Le laboratoire de recherche comparative interuniversitaire sur la traite négrière, l’esclavage et leurs abolitions pourrait s’inscrire dans un projet plus vaste : la création d’un Centre national pour l’Histoire et la Mémoire de la traite négrière, de l’esclavage et de leurs abolitions, qui abriterait ce laboratoire, un centre de documentation sur les sujets relevant des compétences du Comité et des salles de conférences, de séminaires et d’expositions. La création de ce Mémorial serait un acte fort offrant au public le plus large un espace d’information, de connaissances, où des conférenciers venus du monde entier viendraient parler de l’esclavage dans sa complexité, sa diversité, où des films seraient projetés, où élèves et étudiants pourraient trouver l’aide et le soutien à des recherches sur la traite, l’esclavage et leurs abolitions cherchant en ligne les lieux où sont les archives, les thèses, les documents sur ces thèmes.

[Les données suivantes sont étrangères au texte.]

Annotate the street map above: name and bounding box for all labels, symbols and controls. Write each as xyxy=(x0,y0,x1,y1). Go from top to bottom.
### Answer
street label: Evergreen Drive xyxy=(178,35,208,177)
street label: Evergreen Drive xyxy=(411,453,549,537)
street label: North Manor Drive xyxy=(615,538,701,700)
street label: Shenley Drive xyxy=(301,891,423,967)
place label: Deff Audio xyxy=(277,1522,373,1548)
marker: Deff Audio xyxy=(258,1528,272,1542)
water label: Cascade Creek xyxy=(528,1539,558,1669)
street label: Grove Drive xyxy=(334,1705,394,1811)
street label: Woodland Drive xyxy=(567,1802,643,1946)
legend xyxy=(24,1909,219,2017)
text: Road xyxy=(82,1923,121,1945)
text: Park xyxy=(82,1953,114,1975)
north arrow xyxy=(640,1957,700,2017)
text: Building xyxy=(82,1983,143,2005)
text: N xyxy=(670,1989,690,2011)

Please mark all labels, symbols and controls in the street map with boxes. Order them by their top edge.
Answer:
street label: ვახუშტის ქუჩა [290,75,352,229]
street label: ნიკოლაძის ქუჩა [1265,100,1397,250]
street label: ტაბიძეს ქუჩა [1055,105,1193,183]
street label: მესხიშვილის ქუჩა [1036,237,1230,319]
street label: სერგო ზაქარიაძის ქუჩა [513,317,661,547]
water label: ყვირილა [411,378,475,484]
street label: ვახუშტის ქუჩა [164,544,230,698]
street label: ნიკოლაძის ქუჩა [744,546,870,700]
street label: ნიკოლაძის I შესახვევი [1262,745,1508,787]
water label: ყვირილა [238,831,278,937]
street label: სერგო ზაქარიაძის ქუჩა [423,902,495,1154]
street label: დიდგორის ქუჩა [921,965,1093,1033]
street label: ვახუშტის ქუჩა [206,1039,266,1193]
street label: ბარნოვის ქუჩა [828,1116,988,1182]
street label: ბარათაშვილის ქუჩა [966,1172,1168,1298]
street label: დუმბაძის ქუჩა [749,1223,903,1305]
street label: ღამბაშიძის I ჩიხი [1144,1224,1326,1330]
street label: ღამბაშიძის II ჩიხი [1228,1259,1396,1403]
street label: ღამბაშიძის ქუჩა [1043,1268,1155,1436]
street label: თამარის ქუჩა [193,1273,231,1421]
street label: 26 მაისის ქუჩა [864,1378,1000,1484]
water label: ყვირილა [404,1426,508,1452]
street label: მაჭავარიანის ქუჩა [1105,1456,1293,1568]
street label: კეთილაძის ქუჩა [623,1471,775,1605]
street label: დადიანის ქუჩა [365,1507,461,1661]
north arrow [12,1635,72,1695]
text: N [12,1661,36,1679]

En conséquence, le CPME a demandé le soutien du ministère de l’Éducation nationale, de l’Enseignement supérieur et de la Recherche :

- pour faire connaître le prix annuel dédié à une thèse sur l’esclavage ou ses abolitions (détails en annexe) ;
- pour contribuer à la création d’un Centre national pour l’Histoire et la Mémoire de la traite négrière, de l’esclavage et de leurs abolitions qui abriterait un centre de documentation, une salle de conférences, des salles de séminaires, une salle d’expositions et un laboratoire interuniversitaire de recherche comparative ;
- pour contribuer à la création d’un laboratoire interuniversitaire de recherche comparative sur la traite négrière, l’esclavage et leurs abolitions.